As UK boards grapple with the implications of global and regional volatility, along with persistent social, economic and geopolitical uncertainty, it appears that progress on diversity and inclusion within these decision-making ranks is taking a hit. That’s one of the findings from the Heidrick & Struggles 2023 Board Monitor UK Report, pointing to a greater need to renew focus on the value of diverse perspectives at board meetings.
This year’s report suggests that boards tend to retreat to the familiar when faced with significant geopolitical and macro-economic challenges—turning to former or sitting CEOs and CFOs who have seen it all before. And while this is all part of the careful, shareholder-assuring, risk-management remit of a board, it can significantly narrow the potential benefits of those who represent a more diverse and inclusive perspective on society. By doubling-down on the seemingly ‘sure thing’, many boards are taking their eye off the long term benefits of DEI progress.
The data points to slower progress on a number of diversity-related metrics. In general, ethnic diversity hiring saw little progress and was largely flat on the previous year. Nationality trends also appeared to have moved backwards in the UK: there was a decrease in the share of seats going to directors who were not British citizens. Age diversity on boards also took a hit, with far fewer seats going to directors under 55 than in previous years.
Take the broader view
Despite the economic climate, there is a proven need for increased diversity to solve the system-wide problems facing businesses today. It is important that we continue to encourage boards to seek a wide range of backgrounds, experiences, knowledge, age and capabilities to make them less homogeneous and ensure they are future-proofing the organisations they serve.
We know that legislation can help spur on this change across the market. Thankfully, we are seeing improvements in gender balance on boards, with the data showing that the share of seats going to women hit a record high in 2022, at 58%, no doubt at least in part due to the Financial Conduct Authority (FCA) target that at least 40% of all board members are women by end of 2025.

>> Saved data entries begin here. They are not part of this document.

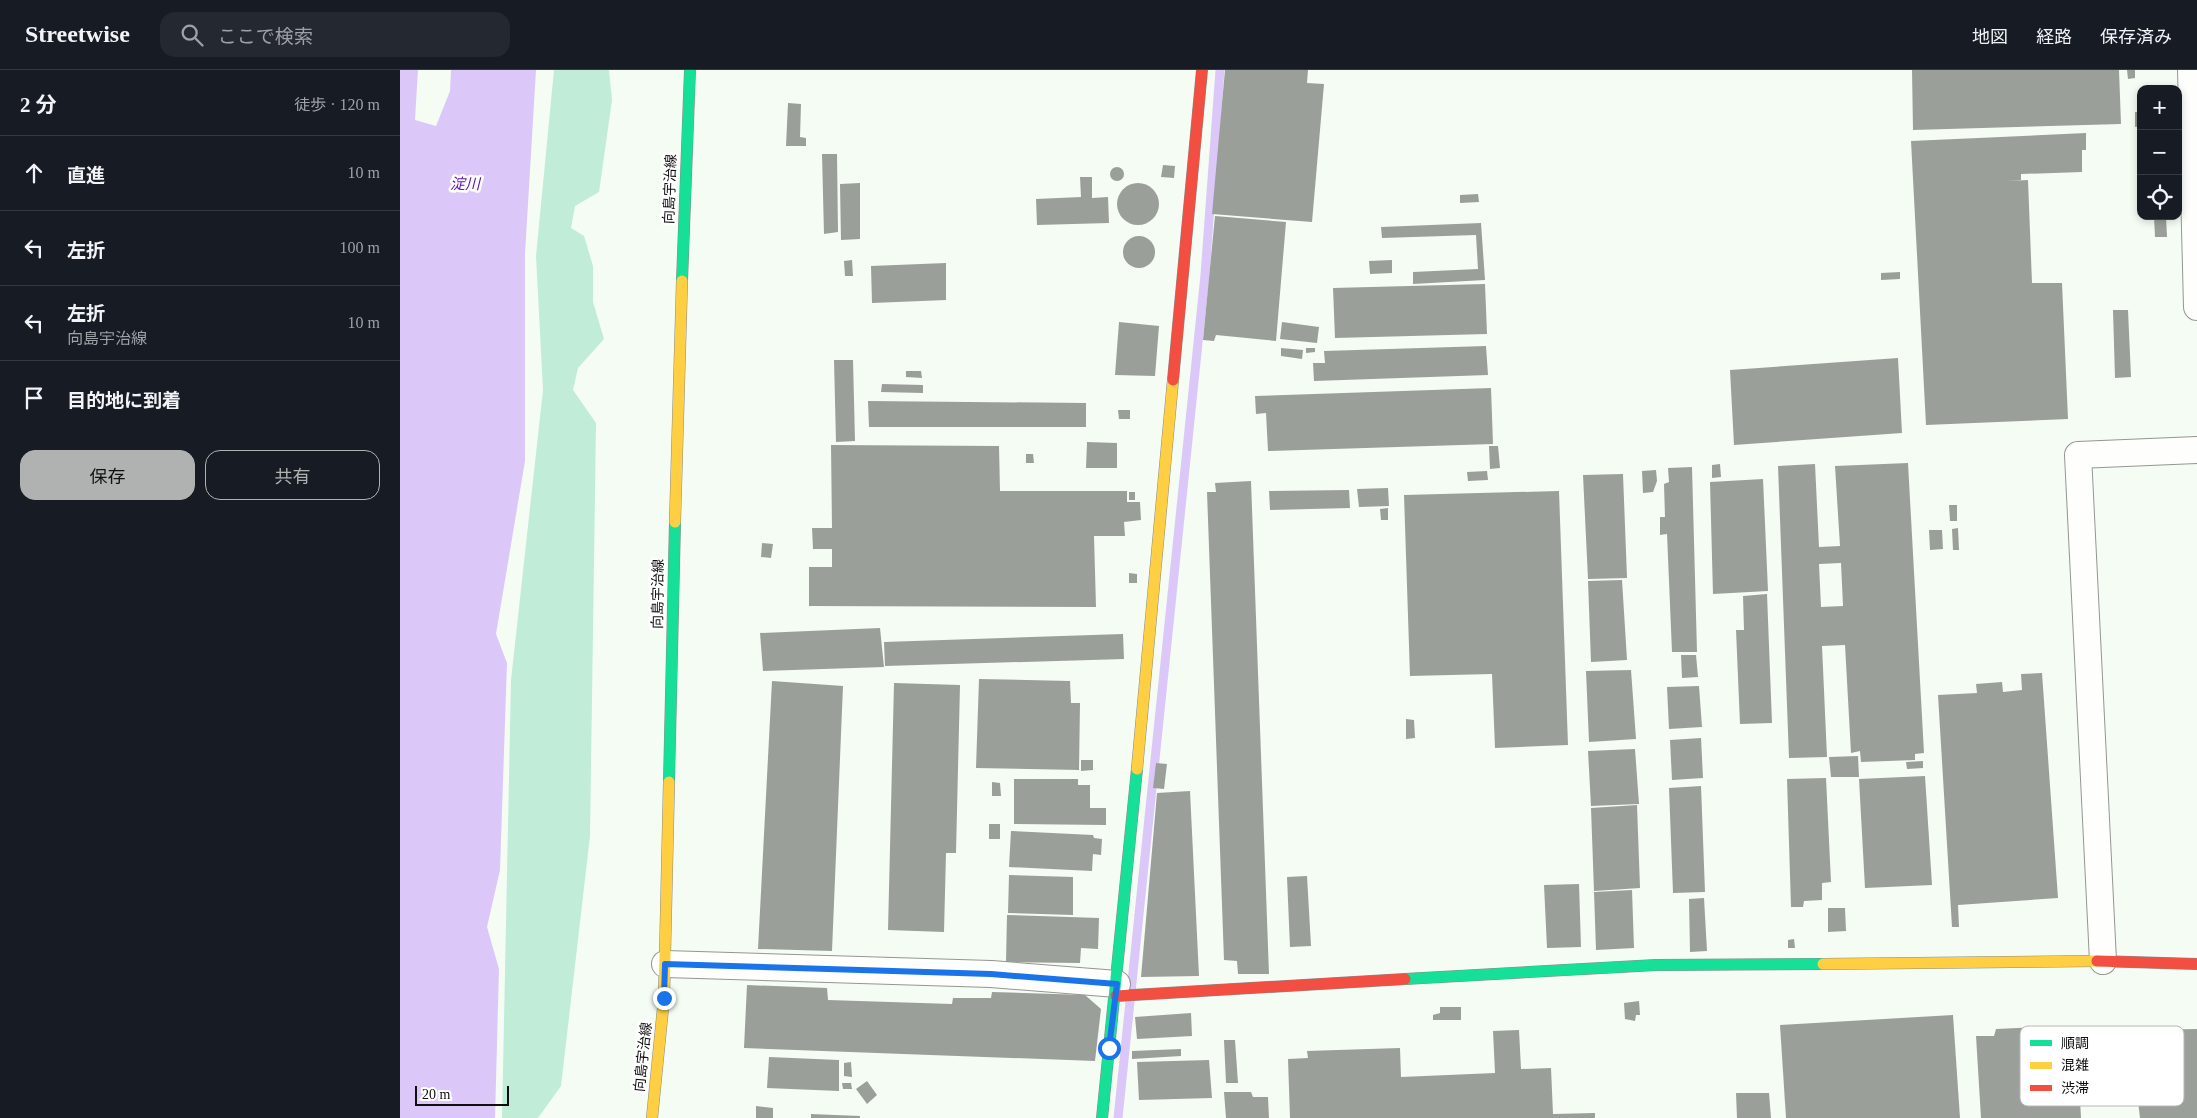 <!DOCTYPE html>
<html lang="ja">
<meta charset="utf-8">
<style>
:root{--surface:#171b24;--page:#242831;--text:#f1f3f6;--muted:#9ea1a6;--line:#363941;--accent:#b0b2b2}
body{margin:0;font-family:"Times New Roman","Noto Sans JP",serif;background:var(--page);color:var(--text)}
.controls{position:absolute;right:15px;top:15px;display:grid;overflow:hidden;border-radius:10px;box-shadow:0 2px 8px #0003}
.controls button{width:45px;height:45px;display:grid;place-items:center;padding:0;border:0;border-bottom:1px solid var(--line);background:var(--surface);color:var(--text);font:25px sans-serif}
.scale{position:absolute;left:15px;bottom:12px;width:94px;box-sizing:border-box;padding-left:5px;border:2px solid #0f0f0f;border-top:0;font-size:14px;line-height:18px;white-space:nowrap;color:#0f0f0f;-webkit-text-stroke:4px #fff;paint-order:stroke}
.stop{position:absolute;width:15px;height:15px;margin:-11px;border:4px solid #1a73e8;border-radius:50%;background:#fff}
.stop.end{background:#1a73e8;border-color:#fff;box-shadow:0 1px 5px #0008}
.list{margin:0;padding:0;list-style:none}
h2{display:flex;justify-content:space-between;align-items:center;height:65px;margin:0;padding:0 20px;font-size:21px}
h2 small{font-size:16px;font-weight:400;color:var(--muted)}
.list li{display:grid;grid-template-columns:32px 1fr auto;gap:15px;align-items:center;box-sizing:border-box;height:75px;padding:0 20px;border-top:1px solid var(--line)}
.list b{display:block;font-size:19px;white-space:nowrap}
.list p{margin:0;font-size:16px;white-space:nowrap;color:var(--muted)}
.list em{font-size:16px;font-style:normal;color:var(--muted)}
.actions{display:flex;gap:10px;padding:15px 20px}
.actions a{flex:1;padding:11px 0;border:1px solid var(--accent);border-radius:15px;text-align:center;font-size:18px;color:var(--accent)}
.actions .main{background:var(--accent);color:#111}
.icon{flex:none;width:28px;height:28px;fill:none;stroke:currentColor;stroke-width:2;stroke-linecap:round;stroke-linejoin:round}
.map{position:relative;flex:none;width:1797px;height:1048px;overflow:hidden}
header{display:flex;align-items:center;gap:30px;box-sizing:border-box;height:70px;padding:0 25px;background:var(--surface);border-bottom:1px solid var(--line)}
header strong{font-size:24px}
nav{display:flex;gap:28px;margin-inline-start:auto;font-size:18px}
.search{width:350px;height:45px;background:var(--page);display:flex;align-items:center;gap:12px;box-sizing:border-box;padding:0 18px;border-radius:15px;color:var(--muted);font-size:19px}
main{display:flex}
aside{flex:1;background:var(--surface)}
.map>svg:first-child{display:block}
.forest{fill:#c0ecd8}
.water{fill:#dcc8f8}
.lines{fill:none;stroke-linecap:round;stroke-linejoin:round}
.stream{stroke:#dcc8f8;stroke-width:9}
.building{fill:#9b9f99;fill-rule:evenodd}
.street-casing{stroke:#939692;stroke-width:28}
.fast-casing{stroke:#898c89;stroke-width:12}
.slow-casing{stroke:#898c89;stroke-width:12}
.jam-casing{stroke:#898c89;stroke-width:12}
.street{stroke:#fefffd;stroke-width:26}
.fast{stroke:#16e098;stroke-width:11}
.slow{stroke:#ffcf43;stroke-width:11}
.jam{stroke:#f24e42;stroke-width:11}
.route{stroke:#1a73e8;stroke-width:6}
.labels{text-anchor:middle;dominant-baseline:central;stroke-width:5;stroke-linejoin:round;paint-order:stroke}
.street-label{font-size:14px;fill:#0f0f0f;stroke:#fff}
.water-label{font-size:15px;font-style:italic;fill:#5d10a9;stroke:#fff}
.key{fill:#fff;stroke:#b7b7b7;stroke-width:1}
.key-label{font-size:14px;fill:#0f0f0f}
</style>
<header>
<strong>Streetwise</strong>
<div class="search"><svg class="icon" aria-label="search" viewBox="0 0 24 24"><circle cx="10" cy="10" r="6"/><path d="M15 15l6 6"/></svg>ここで検索</div>
<nav><a>地図</a><a>経路</a><a>保存済み</a></nav>
</header>
<main>
<aside>
<h2>2 分<small>徒歩 · 120 m</small></h2>
<ul class="list">
<li><svg class="icon" aria-label="ahead" viewBox="0 0 24 24"><path d="M12 20V5M6 11l6-6 6 6"/></svg><div><b>直進</b></div><em>10 m</em></li>
<li><svg class="icon" aria-label="left" viewBox="0 0 24 24"><path d="M17 20v-9H6M10 6l-5 5 5 5"/></svg><div><b>左折</b></div><em>100 m</em></li>
<li><svg class="icon" aria-label="left" viewBox="0 0 24 24"><path d="M17 20v-9H6M10 6l-5 5 5 5"/></svg><div><b>左折</b><p>向島宇治線</p></div><em>10 m</em></li>
<li><svg class="icon" aria-label="arrive" viewBox="0 0 24 24"><path d="M6 21V4h12l-3 4 3 4H6"/></svg><div><b>目的地に到着</b></div></li>
</ul>
<div class="actions"><a class="main">保存</a><a>共有</a></div>
</aside>
<div class="map">
<svg width="1797" height="1048" viewBox="0 0 1797 1048">
<rect width="100%" height="100%" fill="#f5fcf4"/>
<polygon class="forest" points="154,0 209,0 212,30 199,122 175,136 171,158 184,166 193,196 193,232 204,269 178,298 173,320 196,353 190,766 161,1016 138,1048 102,1048 111,610 143,320 136,186"/>
<polygon class="water" points="0,0 18,0 15,50 36,56 50,21 51,0 136,0 125,184 125,391 96,564 107,593 100,800 87,857 99,899 95,1048 0,1048"/>
<g class="lines">
<polyline class="stream" points="718,1048 805,205 820,0"/>
</g>
<g class="building">
<polygon points="825,0 908,0 907,13 924,14 912,152 812,144"/>
<polygon points="1512,0 1719,0 1721,54 1513,60"/>
<polygon points="1727,0 1735,0 1735,8 1728,9"/>
<polygon points="388,33 401,34 400,67 406,68 406,76 386,76"/>
<polygon points="1735,42 1741,42 1741,56 1735,57"/>
<polygon points="1686,63 1686,80 1682,80 1682,102 1621,104 1621,110 1607,111 1628,110 1632,213 1662,213 1668,349 1526,355 1511,71"/>
<polygon points="422,84 437,84 438,162 424,164"/>
<polygon points="763,95 775,96 774,108 761,107"/>
<circle cx="717" cy="104" r="7"/>
<polygon points="680,107 692,107 692,128 708,127 709,153 637,155 636,129 681,127"/>
<polygon points="460,113 460,169 441,170 440,114"/>
<circle cx="738" cy="134" r="21"/>
<polygon points="1078,124 1079,132 1060,133 1060,125"/>
<polygon points="815,146 886,152 876,271 816,265 814,271 803,270"/>
<polygon points="1754,146 1766,146 1767,167 1755,167"/>
<polygon points="1081,153 1085,210 1013,214 1013,202 1078,199 1076,165 982,168 981,157"/>
<circle cx="739" cy="182" r="16"/>
<polygon points="452,190 453,206 445,206 444,191"/>
<polygon points="992,190 992,203 970,204 969,191"/>
<polygon points="546,193 546,230 472,233 471,196"/>
<polygon points="1500,202 1500,209 1481,210 1481,203"/>
<polygon points="1085,214 1087,264 935,268 933,218"/>
<polygon points="1713,240 1728,240 1731,307 1715,308"/>
<polygon points="719,252 759,256 755,306 715,305"/>
<polygon points="882,252 919,257 917,273 880,269"/>
<polygon points="1086,276 1088,305 914,311 913,293 925,293 924,281"/>
<polygon points="881,278 903,280 902,289 881,286"/>
<polygon points="906,278 915,278 915,282 906,283"/>
<polygon points="1498,288 1502,363 1334,375 1330,300"/>
<polygon points="434,290 453,290 455,371 436,372"/>
<polygon points="506,301 521,301 522,308 506,307"/>
<polygon points="482,314 523,315 523,323 481,322"/>
<polygon points="1091,318 1093,374 868,381 866,343 856,344 855,326"/>
<polygon points="468,331 686,333 686,357 469,357"/>
<polygon points="718,340 730,340 730,349 719,349"/>
<polygon points="687,372 717,373 717,398 686,398"/>
<polygon points="431,375 599,376 600,421 727,421 727,432 740,432 741,450 724,452 725,466 694,466 696,537 409,536 409,497 432,497 432,479 413,479 412,458 432,458"/>
<polygon points="1089,376 1098,376 1100,398 1090,399"/>
<polygon points="626,384 633,384 634,393 626,393"/>
<path d="M1508,393L1524,683L1515,684V690L1461,692L1460,681L1451,683L1445,575L1422,576L1427,687L1389,688L1378,396L1415,394L1419,477L1440,476L1435,396ZM1441,493L1443,536L1421,537L1419,494Z"/>
<polygon points="1320,394 1321,407 1312,408 1312,395"/>
<polygon points="1292,397 1297,582 1272,582 1267,464 1260,465 1260,447 1265,447 1264,414 1269,412 1268,398"/>
<polygon points="1256,400 1257,411 1253,422 1243,423 1242,401"/>
<polygon points="1087,401 1088,410 1068,411 1067,402"/>
<polygon points="1223,404 1227,508 1188,509 1183,405"/>
<polygon points="1363,409 1368,521 1313,524 1310,412"/>
<polygon points="851,411 869,904 838,904 837,891 824,890 807,422 816,422 815,413"/>
<polygon points="988,418 989,436 959,437 957,419"/>
<polygon points="949,420 950,438 870,440 869,421"/>
<polygon points="1159,421 1168,675 1095,678 1092,604 1010,606 1004,425"/>
<rect x="729" y="422" width="6" height="8"/>
<polygon points="1549,435 1557,435 1557,451 1550,451"/>
<polygon points="988,438 988,450 981,450 980,439"/>
<polygon points="1558,458 1559,480 1553,480 1552,459"/>
<polygon points="1529,460 1542,460 1543,479 1530,480"/>
<polygon points="362,473 373,474 371,488 361,487"/>
<polygon points="729,503 737,504 737,513 729,513"/>
<polygon points="1222,510 1227,590 1191,592 1188,511"/>
<polygon points="1367,524 1372,653 1340,654 1336,560 1344,560 1343,526"/>
<polygon points="480,558 484,597 363,601 360,563"/>
<polygon points="723,564 724,589 485,596 484,572"/>
<polygon points="1281,585 1296,585 1298,607 1282,608"/>
<polygon points="1231,600 1236,669 1189,672 1186,601"/>
<polygon points="1642,603 1658,828 1558,835 1559,857 1552,857 1538,625 1577,623 1576,614 1602,612 1603,622 1622,620 1621,604"/>
<polygon points="579,609 670,611 671,633 680,633 679,700 576,698"/>
<polygon points="372,611 443,616 432,881 358,879"/>
<polygon points="494,613 560,615 556,783 546,783 544,862 488,860"/>
<polygon points="1299,616 1302,657 1269,659 1267,617"/>
<polygon points="1006,649 1014,650 1015,668 1006,669"/>
<polygon points="1301,668 1303,708 1272,710 1270,670"/>
<polygon points="1235,679 1239,734 1191,736 1188,681"/>
<polygon points="1458,686 1459,707 1431,707 1429,687"/>
<polygon points="681,690 693,690 693,700 681,701"/>
<polygon points="1523,691 1523,698 1507,699 1506,692"/>
<polygon points="756,693 767,694 764,719 753,718"/>
<polygon points="1525,706 1532,815 1465,818 1459,709"/>
<polygon points="1426,708 1431,812 1422,813 1422,830 1404,831 1403,837 1391,837 1387,709"/>
<polygon points="614,709 678,709 678,715 690,715 690,738 706,738 706,755 614,754"/>
<polygon points="592,712 600,713 601,726 592,726"/>
<polygon points="1301,716 1305,822 1273,823 1269,718"/>
<polygon points="790,721 799,906 741,907 757,723"/>
<polygon points="1237,735 1240,818 1194,821 1191,738"/>
<rect x="589" y="754" width="11" height="15"/>
<polygon points="611,761 693,765 694,768 702,769 701,785 693,784 692,801 609,797"/>
<polygon points="609,805 673,807 673,845 608,843"/>
<polygon points="907,806 911,876 890,877 887,807"/>
<polygon points="1179,814 1181,877 1147,878 1144,815"/>
<polygon points="1232,820 1234,878 1196,880 1194,822"/>
<polygon points="1304,828 1307,881 1290,882 1289,829"/>
<polygon points="1428,838 1445,838 1446,861 1428,862"/>
<polygon points="607,845 699,848 698,879 681,878 680,893 606,892"/>
<polygon points="1394,869 1395,878 1388,878 1388,870"/>
<polygon points="347,915 427,918 428,930 552,934 553,928 591,928 592,922 685,925 701,939 695,991 344,978"/>
<polygon points="1239,931 1240,945 1236,945 1235,951 1225,949 1224,933"/>
<polygon points="1040,937 1061,937 1061,950 1033,950 1033,945 1040,943"/>
<polygon points="791,943 792,966 737,969 735,947"/>
<polygon points="1553,945 1560,1048 1386,1048 1380,955"/>
<polygon points="1641,957 1642,963 1668,962 1670,992 1678,994 1681,1048 1581,1048 1576,966 1594,966 1596,959"/>
<polygon points="1797,959 1797,1048 1740,1048 1734,998 1740,998 1736,960"/>
<polygon points="1119,960 1121,999 1151,998 1153,1044 1195,1043 1195,1048 890,1048 888,989 908,988 907,981 1000,978 1001,1007 1095,1003 1093,961"/>
<polygon points="824,970 835,970 838,1013 826,1013"/>
<polygon points="781,979 781,986 732,989 732,981"/>
<polygon points="369,987 439,990 439,1021 367,1018"/>
<polygon points="809,990 812,1028 739,1030 737,992"/>
<polygon points="451,992 452,1007 444,1006 444,993"/>
<polygon points="467,1011 477,1025 467,1034 456,1019"/>
<polygon points="442,1013 451,1013 452,1019 443,1019"/>
<polygon points="824,1022 851,1022 853,1027 868,1027 869,1048 826,1048"/>
<polygon points="1336,1023 1369,1023 1371,1048 1337,1048"/>
<polygon points="356,1036 373,1038 373,1048 356,1048"/>
<polygon points="411,1044 460,1046 460,1048 411,1048"/>
</g>
<g class="lines">
<defs>
<g id="street">
<polyline points="1791,0 1797,237"/>
<polyline points="1703,891 1678,385 1797,380"/>
<polyline points="265,894 591,904 717,914"/>
</g>
<g id="fast">
<polyline points="282,211 290,0"/>
<polyline points="269,712 275,452"/>
<polyline points="1005,909 1256,895 1423,894"/>
<polyline points="702,1048 737,699"/>
</g>
<g id="slow">
<polyline points="275,452 282,211"/>
<polyline points="737,699 773,310"/>
<polyline points="1423,894 1697,891"/>
<polyline points="252,1048 264,928 269,712"/>
</g>
<g id="jam">
<polyline points="773,310 802,0"/>
<polyline points="1697,891 1797,894"/>
<polyline points="716,926 1005,909"/>
</g>
</defs>
<use href="#street" class="street-casing"/>
<use href="#fast" class="fast-casing"/>
<use href="#slow" class="slow-casing"/>
<use href="#jam" class="jam-casing"/>
<use href="#street" class="street"/>
<use href="#fast" class="fast"/>
<use href="#slow" class="slow"/>
<use href="#jam" class="jam"/>
</g>
<g class="lines">
<polyline class="route" points="264,928 265,894 591,904 717,914 709,978"/>
</g>
<g class="labels">
<g class="street-label">
<text transform="translate(270 119) rotate(-88)">向島宇治線</text>
<text transform="translate(258 524) rotate(-89)">向島宇治線</text>
<text transform="translate(243 987) rotate(-84)">向島宇治線</text>
</g>
<g class="water-label">
<text x="65" y="114">淀川</text>
</g>
</g>
<rect x="1620" y="956" width="164" height="80" rx="8" class="key"/>
<rect x="1630" y="970" width="22" height="6" fill="#16e098"/>
<rect x="1630" y="992" width="22" height="7" fill="#ffcf43"/>
<rect x="1630" y="1015" width="22" height="6" fill="#f24e42"/>
<g class="key-label">
<text x="1661" y="978">順調</text>
<text x="1661" y="1000">混雑</text>
<text x="1661" y="1023">渋滞</text>
</g>
</svg>
<div class="controls">
<button>+</button>
<button>−</button>
<button><svg class="icon" aria-label="locate" viewBox="0 0 24 24"><circle cx="12" cy="12" r="6"/><path d="M12 2v4M12 18v4M2 12h4M18 12h4"/></svg></button>
</div>
<div class="scale">20 m</div>
<div class="stop" style="left:709px;top:978px"></div>
<div class="stop end" style="left:264px;top:928px"></div>
</div>
</main>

In terms of wider diversity and inclusion, there is a long way to go to reach the FCA target of having the presence of a director of an ethnicity other than white on each board.
It is important to keep the conversations about diversity on the table to ensure that we don’t miss out on the opportunities that having diverse views and opinions can bring to a board and, by extension, to a business.
So what can be done in the near term? A good place to start would be to recognise the talent already within the organisation. Instilling a sense of ‘belonging’ and really focusing on developing senior people to improve diversity ratios from within are recommended. Looking outside the more traditional pool of talent and being open to looking at candidates that perhaps don’t have prior board experience is also a good habit to form.
Boards can look to identify senior employees that they believe might have the right diverse skillset to become a valuable non-executive director—work with them and mentor them to help them develop the skills needed.
Another option that is gaining traction in order to improve diversity levels is the concept of sub-committees or ‘shadow boards’. The shadow board comprises usually a younger, more diverse non-executive cohort of employees from across a business, with an aim of giving visibility and a voice to a new generation of employees.
The group mirrors the traditional board of directors and can act as a safe space for airing fresh perspectives, and allowing the members to gain valuable experience, which can lead to career advancement. For the board, it is an opportunity to develop a system to mentor a new diverse generation of potential directors.
The ideal board
Undoubtedly, the role of the board is evolving, and purpose, sustainability, culture shaping, and safeguarding reputation are at the top of the agenda. Yes, they must continue to look to add members with skills that can help them steer their companies through current challenges but they must understand the importance of long term thinking—keeping focused on future challenges such as digital transformation, the drive for more sustainable business practices, and the climate crisis.
Keeping a diverse talent pipeline in the mind’s eye is important—and will facilitate an easier change over on the board when that time comes.
So what does the ideal board look like? In short, it looks more like the world we live in and, most importantly, the society in which your business operates. It is a blend of extensive executive experience and the newer, more diverse perspectives of people of different genders, ethnicities, races, ages, sexual orientations, socioeconomic backgrounds, or disability statuses. This level of diversity can bring changes and challenges—new and diverse voices can lead to more prolonged decision making, for example, but there are benefits for all involved here—including for more experienced board members.
When the benefits of diversity and inclusion become recognised and accepted as key ingredients in future-proofing—that is when we will see real success and a step in the right direction to solving the system-wide problems facing businesses.